Por ser um processo contra a União, a liminar em princípio abrangeria todo o território nacional, mas o Contran entendeu que a suspensão deve funcionar apenas nas notificações ocorridas em rodovias federais. De acordo com a medida, os órgãos de controle de trânsito não podem exigir o pagamento de multas registradas pelos radares móveis para o licenciamento de veículos e nem pontuar a Carteira Nacional de Habilitação do infrator. A liminar, contudo, não garante que o dinheiro de quem já foi punido e pagou a multa seja devolvido.

 O procurador da república, Oscar Costa Filho, ressalta, para a Revista Consultor Jurídico, que “a intenção do Ministério Público não é impedir a fiscalização, mas garantir que a mesma seja feita de acordo com as regras constitucionais vigentes, inibindo a indústria da multa” – referindo-se ao exorbitante número de notificações que ocorre em algumas estradas, o que transforma o uso dos equipamentos em um aparelho de arrecadação.
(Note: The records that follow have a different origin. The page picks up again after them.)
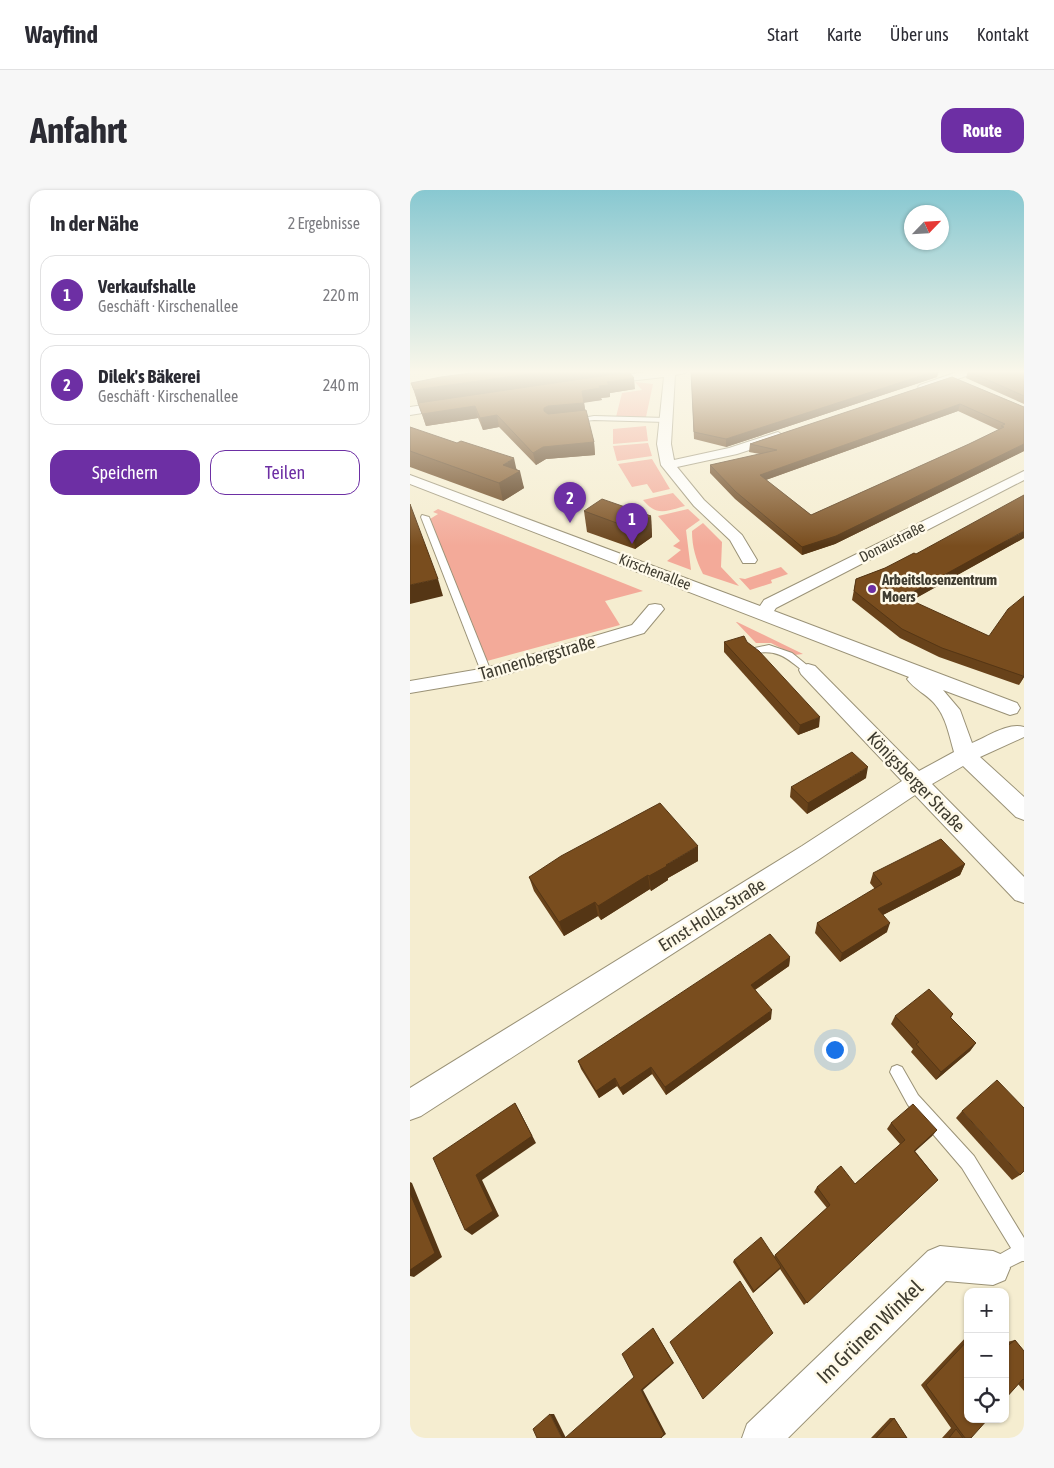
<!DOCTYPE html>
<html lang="de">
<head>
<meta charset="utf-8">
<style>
  body { margin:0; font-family:"Asap Condensed",sans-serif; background:#f7f7f7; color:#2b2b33 }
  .controls { position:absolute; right:15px; bottom:15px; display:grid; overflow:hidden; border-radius:10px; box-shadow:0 1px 4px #0004 }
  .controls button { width:45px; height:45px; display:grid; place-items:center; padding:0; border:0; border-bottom:1px solid #e1e1e2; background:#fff; color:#2b2b33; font:25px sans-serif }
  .compass { position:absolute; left:494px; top:15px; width:45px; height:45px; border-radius:50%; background:#fff; box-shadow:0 1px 4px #0004; rotate:65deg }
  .you { position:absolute; left:424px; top:859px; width:18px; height:18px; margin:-12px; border:4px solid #fff; border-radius:50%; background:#1a73e8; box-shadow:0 0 0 8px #1a73e833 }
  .badge { display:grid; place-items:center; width:32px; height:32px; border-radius:50%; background:#6d2fa4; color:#fff; font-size:16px; font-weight:700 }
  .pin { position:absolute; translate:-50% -41px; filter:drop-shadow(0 1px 2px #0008) }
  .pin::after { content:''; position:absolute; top:26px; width:18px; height:15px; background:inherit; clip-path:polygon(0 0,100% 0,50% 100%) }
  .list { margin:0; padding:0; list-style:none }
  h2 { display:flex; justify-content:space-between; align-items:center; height:65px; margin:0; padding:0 20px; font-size:21px }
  h2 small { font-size:16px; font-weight:400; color:#7c7c81 }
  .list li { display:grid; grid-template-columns:32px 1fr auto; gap:15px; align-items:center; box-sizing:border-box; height:80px; margin:0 10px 10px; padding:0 10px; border:1px solid #e1e1e2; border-radius:15px }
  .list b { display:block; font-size:19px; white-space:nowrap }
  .list p { margin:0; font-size:16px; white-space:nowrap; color:#7c7c81 }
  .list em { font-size:16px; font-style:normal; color:#7c7c81 }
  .actions { display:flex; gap:10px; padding:15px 20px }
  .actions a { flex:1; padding:11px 0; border:1px solid #6d2fa4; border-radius:15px; text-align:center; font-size:18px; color:#6d2fa4 }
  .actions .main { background:#6d2fa4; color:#fff }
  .icon { flex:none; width:28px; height:28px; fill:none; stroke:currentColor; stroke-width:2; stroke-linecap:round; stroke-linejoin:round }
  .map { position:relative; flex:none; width:614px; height:1248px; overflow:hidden; border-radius:15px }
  header { display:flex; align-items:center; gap:30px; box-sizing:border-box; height:70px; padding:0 25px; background:#fff; border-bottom:1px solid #e1e1e2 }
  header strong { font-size:24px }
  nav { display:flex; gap:28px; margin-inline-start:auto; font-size:18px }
  .intro { display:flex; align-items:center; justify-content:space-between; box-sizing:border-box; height:120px; padding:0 30px }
  h1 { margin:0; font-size:35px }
  .button { padding:12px 22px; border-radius:15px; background:#6d2fa4; color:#fff; font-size:18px; font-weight:700 }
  main { display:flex; gap:30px; padding:0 30px }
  aside { flex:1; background:#fff; border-radius:15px; box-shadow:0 1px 4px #0004 }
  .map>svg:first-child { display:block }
  .green { fill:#f3aa99 }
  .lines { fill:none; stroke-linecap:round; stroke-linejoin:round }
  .service-casing { stroke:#9a9277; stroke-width:2 }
  .minor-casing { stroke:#9a9277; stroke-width:2 }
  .service { fill:#fff; fill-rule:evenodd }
  .minor { fill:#fff; fill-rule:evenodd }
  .wall { fill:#68421a; fill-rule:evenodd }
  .shaded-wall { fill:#553615 }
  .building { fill:#794d1e; stroke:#553615; fill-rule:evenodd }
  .poi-dot { fill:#6d2fa4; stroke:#fffae9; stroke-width:2 }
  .labels { text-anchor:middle; stroke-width:5; stroke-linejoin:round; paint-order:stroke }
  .far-street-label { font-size:15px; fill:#3f3c30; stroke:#fffae9 }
  .far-poi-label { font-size:15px; font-weight:bold; fill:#3f3c30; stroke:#fffae9; text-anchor:start }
  .street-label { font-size:18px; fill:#3f3c30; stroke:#fffae9 }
  .near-street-label { font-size:21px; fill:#3f3c30; stroke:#fffae9 }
</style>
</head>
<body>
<header>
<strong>Wayfind</strong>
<nav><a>Start</a><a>Karte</a><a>Über uns</a><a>Kontakt</a></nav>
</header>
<div class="intro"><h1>Anfahrt</h1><a class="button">Route</a></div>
<main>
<aside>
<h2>In der Nähe<small>2 Ergebnisse</small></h2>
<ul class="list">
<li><span class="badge">1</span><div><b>Verkaufshalle</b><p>Geschäft · Kirschenallee</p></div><em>220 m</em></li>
<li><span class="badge">2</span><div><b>Dilek's Bäkerei</b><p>Geschäft · Kirschenallee</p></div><em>240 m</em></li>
</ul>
<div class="actions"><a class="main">Speichern</a><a>Teilen</a></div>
</aside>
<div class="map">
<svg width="614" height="1248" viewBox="0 0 614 1248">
  <rect width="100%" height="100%" fill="#f5edd0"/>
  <g class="green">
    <polygon points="225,192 243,194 236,227 206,227 212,203 232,200"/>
    <polygon points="236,236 238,251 203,254 203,239"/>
    <polygon points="238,253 242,266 207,271 203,256"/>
    <polygon points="242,269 260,299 243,303 237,294 222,297 208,274"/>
    <path d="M263,303L275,316C256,321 247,327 233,310Z"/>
    <polygon points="28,319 233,401 195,411 210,435 77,471 20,329 28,324 23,322"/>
    <polygon points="278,319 290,330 276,340 281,380 257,371 271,360 263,356 270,351 248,326"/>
    <path d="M293,333L312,352L311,377L329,396L293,384C286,370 282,357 282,341Z"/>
    <polygon points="371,377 378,384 361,390 362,393 340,400 329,388 335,389"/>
    <polygon points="326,432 327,432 393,464 384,465 361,453 346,453"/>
  </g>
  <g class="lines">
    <defs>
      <g id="service">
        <polygon points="184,226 256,228 259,230 256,232 184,230 164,232 161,230"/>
        <polygon points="12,325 19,327 82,484 80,486 77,487 72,484 11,327"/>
        <path d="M359,455L382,463L403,480L401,482C387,485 378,455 343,464L338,461L340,459Z"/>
        <polygon points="487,875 492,877 508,905 564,966 614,1048 614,1071 612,1071 584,1085 578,1083 576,1077 578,1071 601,1058 552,978 498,915 480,882 482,877"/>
      </g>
      <g id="minor">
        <polygon points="244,181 277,181 275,183 265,185 261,254 264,270 319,258 368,242 374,246 373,249 327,264 267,277 294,310 332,345 347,370 345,373 333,373 320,350 284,316 251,275 247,254 254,187 192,194 186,191 192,188"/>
        <polygon points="550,181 567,181 565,183 518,199 514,201 508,197 510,195"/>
        <polygon points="40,211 46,215 44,218 0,225 0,217"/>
        <path d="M614,281V290L366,418L364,421L607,513L610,518L607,523L600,525L533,500L550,520L562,553C577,547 598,532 614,537V547L570,567L614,607V630L606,627L553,576L522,594L614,687V713L605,710L505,605L408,670L11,926L0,930V898L392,656L492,591L391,484L389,480L391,476L398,474L405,476L509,581L544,562C539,545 536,526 524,513C516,504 504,499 497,489L499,487L0,294V285L350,416L354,410Z"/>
        <polygon points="245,414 251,415 254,419 234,443 77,490 0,503 0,491 76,478 222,435 239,415"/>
        <polygon points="530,1056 583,1061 595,1066 600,1078 595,1090 583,1095 536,1091 378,1248 332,1248 337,1234 518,1061"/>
      </g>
    </defs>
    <use href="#service" class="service-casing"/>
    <use href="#minor" class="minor-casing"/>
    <use href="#service" class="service"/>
    <use href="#minor" class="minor"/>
  </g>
  <g class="wall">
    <polygon points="76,181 212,181 212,183 225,199 200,203 200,207 191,208 192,210 174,212 175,220 184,252 185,265 136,269 126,275 89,237 73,240 68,228 16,236 1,193"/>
    <polygon points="281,181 532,181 528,183 527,187 316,257 284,249"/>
    <polygon points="558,181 614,181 614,214 556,188"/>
    <path d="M542,187L614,217V261L425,354L392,365L325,309L300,283V275L350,264L339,262L340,254ZM548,221L589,240L559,254L401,325L356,290Z"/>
    <polygon points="0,237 107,279 114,298 93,311 0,277"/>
    <polygon points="174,321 241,326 242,347 225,359 177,342"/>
    <polygon points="614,348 502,410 614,487 609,495 529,467 490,448 442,410 446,389 475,378 506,364"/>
    <polygon points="314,452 337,452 409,537 388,545 314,462"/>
    <polygon points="456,588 397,624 380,607 381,597"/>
    <polygon points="288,671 258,688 258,690 241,701 240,699 191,730 188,726 154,746 124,701 119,687"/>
    <polygon points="555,674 550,685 473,725 477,742 430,772 405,743 407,733 465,699 460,693 463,683"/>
    <polygon points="380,767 379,776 345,800 361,829 256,905 242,884 213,905 207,896 189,908 171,879 168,871"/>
    <polygon points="543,824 541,828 566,853 560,861 526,890 501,862 503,859 481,834 485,826"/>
    <polygon points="552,921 610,985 602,990 546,928"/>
    <polygon points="481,933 527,940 522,946 505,961 528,990 394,1115 370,1079 343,1103 323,1072 324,1070 364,1067 365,1065 417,1018 404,1002 407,997 445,994 490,954 477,939"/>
    <polygon points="558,1145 558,1229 555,1248 532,1248 541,1238 511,1195"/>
    <polygon points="605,1150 614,1161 614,1201 608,1194 595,1209 595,1153 597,1152"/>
    <polygon points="480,1228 484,1228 497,1248 461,1248"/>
  </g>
  <g class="shaded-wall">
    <polygon points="140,181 212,181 213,184 8,214 4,200"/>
    <polygon points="526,181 532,181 528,183 527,187 316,257 316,249"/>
    <polygon points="224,188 225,199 200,203 200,207 191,208 192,210 173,213 172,201 189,196 197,192"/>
    <polygon points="174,213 176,225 140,228 134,221 134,218 138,216"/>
    <polygon points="550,214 548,221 350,292 350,285"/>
    <polygon points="65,216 68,228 16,236 12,224"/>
    <polygon points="87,225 89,237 73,240 70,228"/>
    <polygon points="184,252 185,265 136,269 126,275 123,263 133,257"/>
    <polygon points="614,254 614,261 425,354 392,365 392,357"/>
    <polygon points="104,268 107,282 110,281 114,298 93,311 89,293 93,275"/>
    <polygon points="241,326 242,347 225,359 223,339"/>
    <polygon points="614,341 614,348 492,416 494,407"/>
    <polygon points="28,389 33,406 0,414 0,395"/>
    <polygon points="614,484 614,487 609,495 613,486"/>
    <polygon points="410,527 409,537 388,545 390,535"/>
    <polygon points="458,577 456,588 397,624 398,613"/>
    <polygon points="288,656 288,671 258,688 258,690 241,701 239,686 256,675"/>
    <polygon points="555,674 550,685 465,729 468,719"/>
    <polygon points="238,685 240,699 191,730 188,716"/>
    <polygon points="185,712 188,726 154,746 149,732"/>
    <polygon points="480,733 477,742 430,772 432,763"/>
    <polygon points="380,767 379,776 340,803 341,795"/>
    <polygon points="362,820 361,829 256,905 255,897"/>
    <polygon points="566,853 560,861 526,890 531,882"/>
    <polygon points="241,877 242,884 213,905 210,898"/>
    <polygon points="205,888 207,896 189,908 186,901"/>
    <polygon points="105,913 109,920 126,953 72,990 89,1026 62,1045 55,1040 66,985"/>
    <polygon points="527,940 522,946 500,966 504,961"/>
    <polygon points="0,992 2,993 32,1067 4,1087 0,1086"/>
    <polygon points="371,1077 370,1079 343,1103 344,1101"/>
    <polygon points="243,1138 264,1173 233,1200 256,1244 251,1248 231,1200"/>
    <polygon points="140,1224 144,1224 156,1248 152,1248"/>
  </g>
  <g class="building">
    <polygon points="76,181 140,181 4,200 1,193 31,187"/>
    <polygon points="281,181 526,181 316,249 284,242"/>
    <polygon points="558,181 614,181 614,206"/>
    <polygon points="219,182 224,188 197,192 199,195 189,196 190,198 172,201 174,213 138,216 134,218 134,221 138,224 176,220 184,252 133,257 123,263 87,225 70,228 65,216 12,224 8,213"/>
    <path d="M542,187L614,217V254L426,346L392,357L326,302L300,275L367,260L340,254ZM550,214L595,234L591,236L594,237L559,254L401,325L350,285Z"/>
    <polygon points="0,237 47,253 51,251 104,268 93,275 110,281 89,293 0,261"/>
    <polygon points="614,305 614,341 494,407 579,446 598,419 614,406 614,484 613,486 532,458 492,439 444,401 446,389 475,378 504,363 506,364"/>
    <polygon points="192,309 241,326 223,339 174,321"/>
    <polygon points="0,314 28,389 0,395"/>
    <polygon points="334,446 337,452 349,461 410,527 390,535 314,452"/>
    <polygon points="442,562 458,577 398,613 381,597"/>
    <polygon points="250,613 288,656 256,675 257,676 239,686 238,685 188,716 185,712 149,732 119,687 151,666"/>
    <polygon points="531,649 555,674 468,719 480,733 432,763 407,733 472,694 463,683"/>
    <polygon points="360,744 380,767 341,795 362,820 255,897 241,877 210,898 205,888 186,901 168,871"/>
    <polygon points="519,799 543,824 540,827 566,853 531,882 506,854 509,852 485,826"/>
    <polygon points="587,890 614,918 614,981 610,985 552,921"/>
    <polygon points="105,913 122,946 66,985 83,1021 55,1040 23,968"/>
    <polygon points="503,914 527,940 504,961 528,990 397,1113 365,1065 420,1015 407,997 431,976 445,994 495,950 481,933"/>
    <polygon points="0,1003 25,1063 0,1080"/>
    <polygon points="351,1047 371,1077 344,1101 324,1070"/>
    <polygon points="330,1091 363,1143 293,1209 260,1152"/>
    <polygon points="243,1138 263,1173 231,1200 254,1244 251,1248 155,1248 224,1187 212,1164"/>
    <polygon points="558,1150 558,1229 578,1229 561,1248 555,1248 516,1195"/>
    <polygon points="605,1150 614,1161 614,1190 613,1189 595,1209 595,1158"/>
    <polygon points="140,1224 152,1248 127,1248 123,1239"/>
    <polygon points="484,1228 497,1248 466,1248"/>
    <polygon points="546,1239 553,1248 539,1248"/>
  </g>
  <linearGradient id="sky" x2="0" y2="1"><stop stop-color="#88c8d1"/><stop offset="0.51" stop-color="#faf7ea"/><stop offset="1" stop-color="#faf7ea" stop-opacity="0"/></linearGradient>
  <rect width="614" height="356" fill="url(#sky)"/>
  <circle class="poi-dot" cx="462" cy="399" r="5"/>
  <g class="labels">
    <g class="far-street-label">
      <text transform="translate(482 352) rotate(-27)" y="5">Donaustraße</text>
      <text transform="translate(245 382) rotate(21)" y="5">Kirschenallee</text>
    </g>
    <g class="far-poi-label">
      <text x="472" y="395">Arbeitslosenzentrum<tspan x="472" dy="17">Moers</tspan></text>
    </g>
    <g class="street-label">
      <text transform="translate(127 468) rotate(-16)" y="6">Tannenbergstraße</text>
      <text transform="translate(506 592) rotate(46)" y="6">Königsberger Straße</text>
      <text transform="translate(302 725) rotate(-32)" y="6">Ernst-Holla-Straße</text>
    </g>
    <g class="near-street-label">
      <text transform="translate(460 1142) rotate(-44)" y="7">Im Grünen Winkel</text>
    </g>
  </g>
</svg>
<div class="controls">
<button>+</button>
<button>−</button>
<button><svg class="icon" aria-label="locate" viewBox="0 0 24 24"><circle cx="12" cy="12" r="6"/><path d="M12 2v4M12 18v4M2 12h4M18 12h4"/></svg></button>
</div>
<svg class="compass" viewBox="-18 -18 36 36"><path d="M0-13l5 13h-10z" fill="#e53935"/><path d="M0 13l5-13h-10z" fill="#7c7c81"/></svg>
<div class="you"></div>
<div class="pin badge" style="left:222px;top:354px">1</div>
<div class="pin badge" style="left:160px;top:333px">2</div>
</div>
</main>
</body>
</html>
Segundo estatística fornecida pela Polícia Rodoviária Federal (PRF), nos dois anos em que os radares vêm sendo usados, o número de notificações aumentou em média 230%.

No Rio Grande do Sul, a PRF continua com seus dois radares nas estradas – cobrindo cerca de cinco mil quilômetros de rodovias federais –, e defende que todas as autuações executadas seguem as regras estipuladas pelo Contran. São multados pelos equipamentos no estado entre 3 e 3,5 mil carros mensalmente.